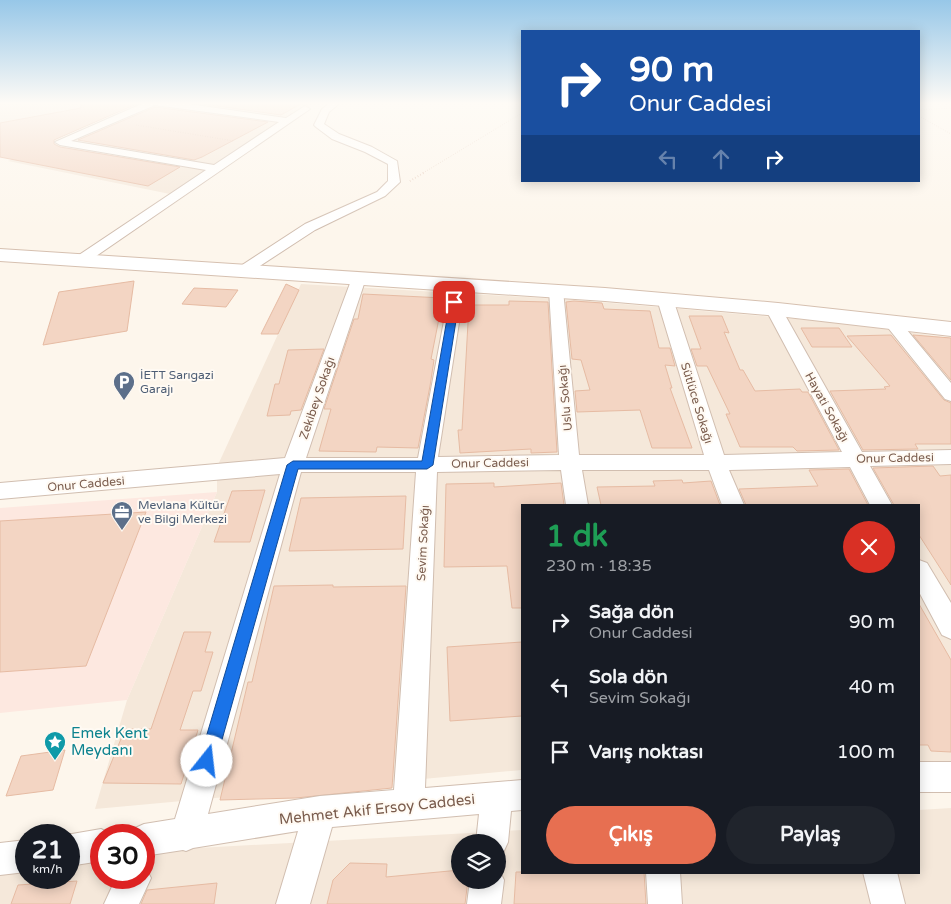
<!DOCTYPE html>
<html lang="tr">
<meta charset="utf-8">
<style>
:root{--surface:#171b24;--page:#20242c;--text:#f1f3f6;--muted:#9ea1a6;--accent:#e76f51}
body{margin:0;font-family:"Varela Round",sans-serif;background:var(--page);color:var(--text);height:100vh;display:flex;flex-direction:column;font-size:19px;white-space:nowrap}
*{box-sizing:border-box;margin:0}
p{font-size:16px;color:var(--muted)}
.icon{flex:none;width:28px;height:28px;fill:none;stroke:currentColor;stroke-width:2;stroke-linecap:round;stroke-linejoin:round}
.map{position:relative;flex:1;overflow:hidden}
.panel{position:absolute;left:521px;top:504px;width:399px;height:370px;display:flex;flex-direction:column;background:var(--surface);border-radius:0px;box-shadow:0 2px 12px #0003}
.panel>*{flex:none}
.guide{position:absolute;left:521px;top:30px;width:399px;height:152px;border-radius:0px;box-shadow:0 2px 12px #0003;background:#1a4fa0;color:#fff;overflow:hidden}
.tools{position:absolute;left:451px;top:834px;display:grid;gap:10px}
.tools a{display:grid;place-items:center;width:55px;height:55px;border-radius:50%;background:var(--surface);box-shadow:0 2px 12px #0003;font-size:25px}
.speed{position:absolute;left:15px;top:824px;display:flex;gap:10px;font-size:25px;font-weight:700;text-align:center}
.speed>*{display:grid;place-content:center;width:65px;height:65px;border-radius:50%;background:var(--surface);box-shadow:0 2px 12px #0003;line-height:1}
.speed small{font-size:12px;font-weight:400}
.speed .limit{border:8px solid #d22;background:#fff;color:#111}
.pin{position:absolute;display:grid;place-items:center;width:42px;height:42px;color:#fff;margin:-21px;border-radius:10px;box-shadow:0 2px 8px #0006}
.me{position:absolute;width:55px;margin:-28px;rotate:16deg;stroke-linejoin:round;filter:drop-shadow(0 0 4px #0008)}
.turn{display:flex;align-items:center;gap:18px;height:105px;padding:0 25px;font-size:22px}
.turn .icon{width:65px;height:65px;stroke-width:2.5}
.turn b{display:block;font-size:35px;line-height:42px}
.lanes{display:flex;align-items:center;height:48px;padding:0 25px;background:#0003;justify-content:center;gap:25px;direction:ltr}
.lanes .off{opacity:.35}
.round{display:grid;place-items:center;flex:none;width:52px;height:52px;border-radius:26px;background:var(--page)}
.summary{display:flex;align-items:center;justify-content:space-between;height:85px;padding:0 25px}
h1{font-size:30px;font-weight:700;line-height:38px;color:#1e9e55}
.cta{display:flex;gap:10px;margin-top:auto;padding:10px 25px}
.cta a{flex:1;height:58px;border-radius:30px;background:var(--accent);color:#fff;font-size:20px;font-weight:700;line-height:58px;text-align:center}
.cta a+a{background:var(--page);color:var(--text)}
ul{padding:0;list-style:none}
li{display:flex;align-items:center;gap:15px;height:65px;padding:0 25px}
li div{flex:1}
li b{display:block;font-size:19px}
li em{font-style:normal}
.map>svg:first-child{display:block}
.residential{fill:#f5e8da;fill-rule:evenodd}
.commercial{fill:#fde8e0}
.building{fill:#f3d5c3;stroke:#e6bba3}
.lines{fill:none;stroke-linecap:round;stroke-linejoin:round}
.street-casing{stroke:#d1beb0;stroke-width:2}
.secondary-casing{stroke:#d6c0b0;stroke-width:2}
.path-far1{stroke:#d9b8a5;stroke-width:1;stroke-dasharray:0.5 2;stroke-linecap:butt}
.path{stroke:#d9b8a5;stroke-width:2;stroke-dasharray:0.5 2.5;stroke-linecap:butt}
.street{fill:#fff;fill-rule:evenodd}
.secondary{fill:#fff;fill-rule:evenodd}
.route{fill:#1a73e8;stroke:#114b97}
.labels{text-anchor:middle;stroke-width:4;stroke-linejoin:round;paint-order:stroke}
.service-label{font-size:12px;fill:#4e5e75;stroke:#fffaf3;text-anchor:start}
.street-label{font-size:12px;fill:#7a5c4d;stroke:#fffaf3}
.near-culture-label{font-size:15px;fill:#0d838f;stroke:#fffaf3;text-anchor:start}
.near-street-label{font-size:15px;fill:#7a5c4d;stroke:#fffaf3}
</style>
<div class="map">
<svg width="951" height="904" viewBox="0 0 951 904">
<rect width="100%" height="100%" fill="#fdf6ec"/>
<path class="residential" d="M0,102H113L130,106L0,157Z
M150,102H320L301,109L170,194L8,161Z
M301,284L576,300L832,322L951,338V765H919V505H522V770L95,809L127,700L217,492V467Z
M951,808V904H0V869L26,865V878H69V858L94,853H101V878H144V851L522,830V872H919V810ZM460,842H498V880H460Z"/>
<path class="commercial" d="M217,492L127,700L0,713V508Z"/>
<path class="building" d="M81,102H141L54,140V144L60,147L180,167L148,186L0,157V123L81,108Z
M189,102H304L281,115Z
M155,107L268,122L202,157L194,160L78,140Z
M134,281L127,331L43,345L59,292Z
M286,284L299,290L278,334H261Z
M194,288L238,290L226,307L182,304Z
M363,294L443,298L431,359L434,360L430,386L418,448L377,447L376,452L319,451L331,409H324L354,319H358Z
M509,301L548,302L557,452L531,453V449L460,453L458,430H462L469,305H509Z
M574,301L602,303L604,309L650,311L659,348H670L675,366L665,365L672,388H670L692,448H652L640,410L577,412L575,391L590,390L581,360L572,359L566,302Z
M689,316H722L729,333L724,332L740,370H743L755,391L800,389L802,392H808L839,450L797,451L793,447H740L726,414H730L707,366H697L691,349H701Z
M801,328H839L852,347H812Z
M891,335L944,400L951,403V444H915L918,449L863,450L830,391L886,389L884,387L890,386L847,336Z
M913,335L951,338V380Z
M324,349L301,410L291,411L290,415L267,416L275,384H279L288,350Z
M933,466L940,476L951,475V585L919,535V505H894L873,468Z
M849,469L868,505H746L739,489L818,486L809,470Z
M682,480L683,483L711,481L720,505H601L597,487L655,486L653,481Z
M494,483V487L561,483L564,505H522V608H512L507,566L444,567L446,484Z
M265,490L250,542H214L232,491Z
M406,496L403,549L289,551L301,498Z
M146,512L86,666L0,672V521Z
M333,585V587L406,586L392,788L296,798L220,800L248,682H252L274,586Z
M919,604L951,660V752L931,751L928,745H919Z
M184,632H211L205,652H213L201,691H193L180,730H198L181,784L103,783L125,729H151Z
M522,642V716L450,721L447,647Z
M65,750L53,790L6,796L21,756Z
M350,863L387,864L386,877L460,870V880H468L465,904H327L333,880Z
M516,872H644L646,904H514Z
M77,881L70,904H11L18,885Z
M217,883L214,904H141L147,890Z"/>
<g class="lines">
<g class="street-casing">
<path id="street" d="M146,102H175L286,118L305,106L310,109L86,263H76L74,260L76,257L206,170L60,145L55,142ZM155,105L279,122L214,165L71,141Z
M331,102H341L329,112L324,124L339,134L372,147L397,161L400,182L385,196L315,230L246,275H236L234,272L236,269L305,224L377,192L388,181V164L365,152L332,139L316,127L314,125L322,109Z
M359,274L364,275L366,278L306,458H418L451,284L453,281H463L465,284L438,457L559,455L549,290L551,287H561L563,290L579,455H704L657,299L660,296H670L673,299L724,455L842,452L765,308L768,305H778L781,308L862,452L951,450V464L870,466L892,505H870L850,467L729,470L744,505H722L709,470H582L588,505H566L561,470L437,472L425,788L522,780V810L511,811L508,842L503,853L498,856V842H476L479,814L332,827L310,904H276L298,831L193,848L186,851L183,850L144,856V835H130L133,829L144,824L175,819L280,474L0,499V483L285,458L352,278L354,275ZM301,472H416L394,790L320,796L208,814Z
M891,316L897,318L951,383V401L945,399L885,324L883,321L885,318Z
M919,560L927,563L951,603V639L942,635L919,592Z
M919,762H951V792H919Z
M101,829L113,835H101V861L69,866V835H66Z
M26,840V872L0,875V843Z
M144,865L151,878L139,904H104L116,878H144Z
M498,868L504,880L501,904H467L470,880H498Z
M646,872H680L682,904H648Z
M863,872H897L905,904H871Z"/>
</g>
<g class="secondary-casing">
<path id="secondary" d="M0,249L605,288L778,303L951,322V336L778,316L605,301L0,261Z"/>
</g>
<path class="path-far1" d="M919,110L951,108
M919,116L951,134
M136,125L234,141
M423,173L522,113"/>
<path class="path" d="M410,181L425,172"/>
<use href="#street" class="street"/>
<use href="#secondary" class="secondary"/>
</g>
<linearGradient id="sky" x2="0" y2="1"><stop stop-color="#97c7e8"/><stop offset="0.45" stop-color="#fefbf6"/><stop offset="1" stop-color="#fefbf6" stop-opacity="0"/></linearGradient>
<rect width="951" height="229" fill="url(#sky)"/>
<path class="route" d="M454,299L459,302L433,465L427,469H298L216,761L213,767L207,769L201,767L199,761L287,465L293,461H422L450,302Z"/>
<defs>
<g id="parking-pin" transform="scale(1.125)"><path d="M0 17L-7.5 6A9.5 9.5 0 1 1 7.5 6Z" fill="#5c6f8a" stroke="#fffaf3"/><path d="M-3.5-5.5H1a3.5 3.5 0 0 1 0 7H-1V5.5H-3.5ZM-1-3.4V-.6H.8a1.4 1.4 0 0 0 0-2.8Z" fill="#fff"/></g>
<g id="office-pin" transform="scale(1.125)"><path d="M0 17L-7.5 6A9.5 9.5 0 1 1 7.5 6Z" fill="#5c6f8a" stroke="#fffaf3"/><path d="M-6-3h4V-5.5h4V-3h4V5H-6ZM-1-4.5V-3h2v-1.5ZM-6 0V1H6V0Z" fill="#fff"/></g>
<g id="sight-pin" transform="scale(1.125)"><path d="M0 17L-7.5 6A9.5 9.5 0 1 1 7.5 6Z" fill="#0f9aa8" stroke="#fffaf3"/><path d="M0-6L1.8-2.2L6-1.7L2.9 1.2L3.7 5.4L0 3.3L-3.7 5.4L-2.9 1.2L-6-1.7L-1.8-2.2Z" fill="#fff"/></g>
</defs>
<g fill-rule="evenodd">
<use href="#parking-pin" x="124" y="382"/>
<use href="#office-pin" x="122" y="512"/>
<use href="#sight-pin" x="55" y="742"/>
</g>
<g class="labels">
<g class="service-label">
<text x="140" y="379">İETT Sarıgazi<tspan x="140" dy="14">Garajı</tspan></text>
<text x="138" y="509">Mevlana Kültür<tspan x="138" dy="14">ve Bilgi Merkezi</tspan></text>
</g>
<g class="street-label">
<text transform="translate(317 398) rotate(-71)" y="4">Zekibey Sokağı</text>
<text transform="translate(565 398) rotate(-95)" y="4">Uslu Sokağı</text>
<text transform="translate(697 403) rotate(73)" y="4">Sütlüce Sokağı</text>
<text transform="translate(827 407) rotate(61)" y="4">Hayati Sokağı</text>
<text transform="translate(895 458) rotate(-1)" y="4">Onur Caddesi</text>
<text transform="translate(490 463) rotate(-1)" y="4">Onur Caddesi</text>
<text transform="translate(86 484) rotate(-5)" y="4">Onur Caddesi</text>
<text transform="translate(423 543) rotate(-87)" y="4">Sevim Sokağı</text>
</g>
<g class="near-culture-label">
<text x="71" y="738">Emek Kent<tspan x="71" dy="17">Meydanı</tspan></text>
</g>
<g class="near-street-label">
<text transform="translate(377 809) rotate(-6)" y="5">Mehmet Akif Ersoy Caddesi</text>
</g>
</g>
</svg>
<div class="tools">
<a><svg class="icon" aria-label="layers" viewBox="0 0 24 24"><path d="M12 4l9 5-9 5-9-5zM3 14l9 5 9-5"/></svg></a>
</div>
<div class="speed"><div>21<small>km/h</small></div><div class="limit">30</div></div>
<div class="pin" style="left:454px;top:302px;background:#d93025"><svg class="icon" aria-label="arrive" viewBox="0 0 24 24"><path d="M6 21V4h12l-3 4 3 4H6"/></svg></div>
<svg class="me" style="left:207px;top:761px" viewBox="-20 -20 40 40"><circle r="19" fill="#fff"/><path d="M0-13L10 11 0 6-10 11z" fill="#1a73e8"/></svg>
<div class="guide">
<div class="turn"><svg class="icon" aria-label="right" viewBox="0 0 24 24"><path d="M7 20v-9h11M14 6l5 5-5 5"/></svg><div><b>90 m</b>Onur Caddesi</div></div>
<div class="lanes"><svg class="icon off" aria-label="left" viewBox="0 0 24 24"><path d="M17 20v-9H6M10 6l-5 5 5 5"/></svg><svg class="icon off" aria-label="ahead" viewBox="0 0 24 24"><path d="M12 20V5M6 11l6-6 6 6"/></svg><svg class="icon" aria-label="right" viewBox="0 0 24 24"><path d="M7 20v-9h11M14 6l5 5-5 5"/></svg></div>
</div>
<section class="panel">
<div class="summary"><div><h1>1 dk</h1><p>230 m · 18:35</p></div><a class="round" style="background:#d93025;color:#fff"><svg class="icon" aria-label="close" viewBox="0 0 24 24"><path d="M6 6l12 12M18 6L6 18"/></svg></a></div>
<ul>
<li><svg class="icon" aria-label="right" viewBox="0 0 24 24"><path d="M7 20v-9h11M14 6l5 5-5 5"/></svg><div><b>Sağa dön</b><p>Onur Caddesi</p></div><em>90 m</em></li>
<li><svg class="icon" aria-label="left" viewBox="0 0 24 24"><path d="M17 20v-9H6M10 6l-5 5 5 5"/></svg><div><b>Sola dön</b><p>Sevim Sokağı</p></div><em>40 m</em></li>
<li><svg class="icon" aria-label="arrive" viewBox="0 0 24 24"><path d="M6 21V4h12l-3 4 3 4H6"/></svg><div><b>Varış noktası</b></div><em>100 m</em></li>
</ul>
<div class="cta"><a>Çıkış</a><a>Paylaş</a></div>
</section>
</div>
::::
> **WORK TO BE COMPLETED**
Only the number is wanted: how many lines in the data include the word "direction"?

> **RESPONSE FOR THIS EXERCISE**
3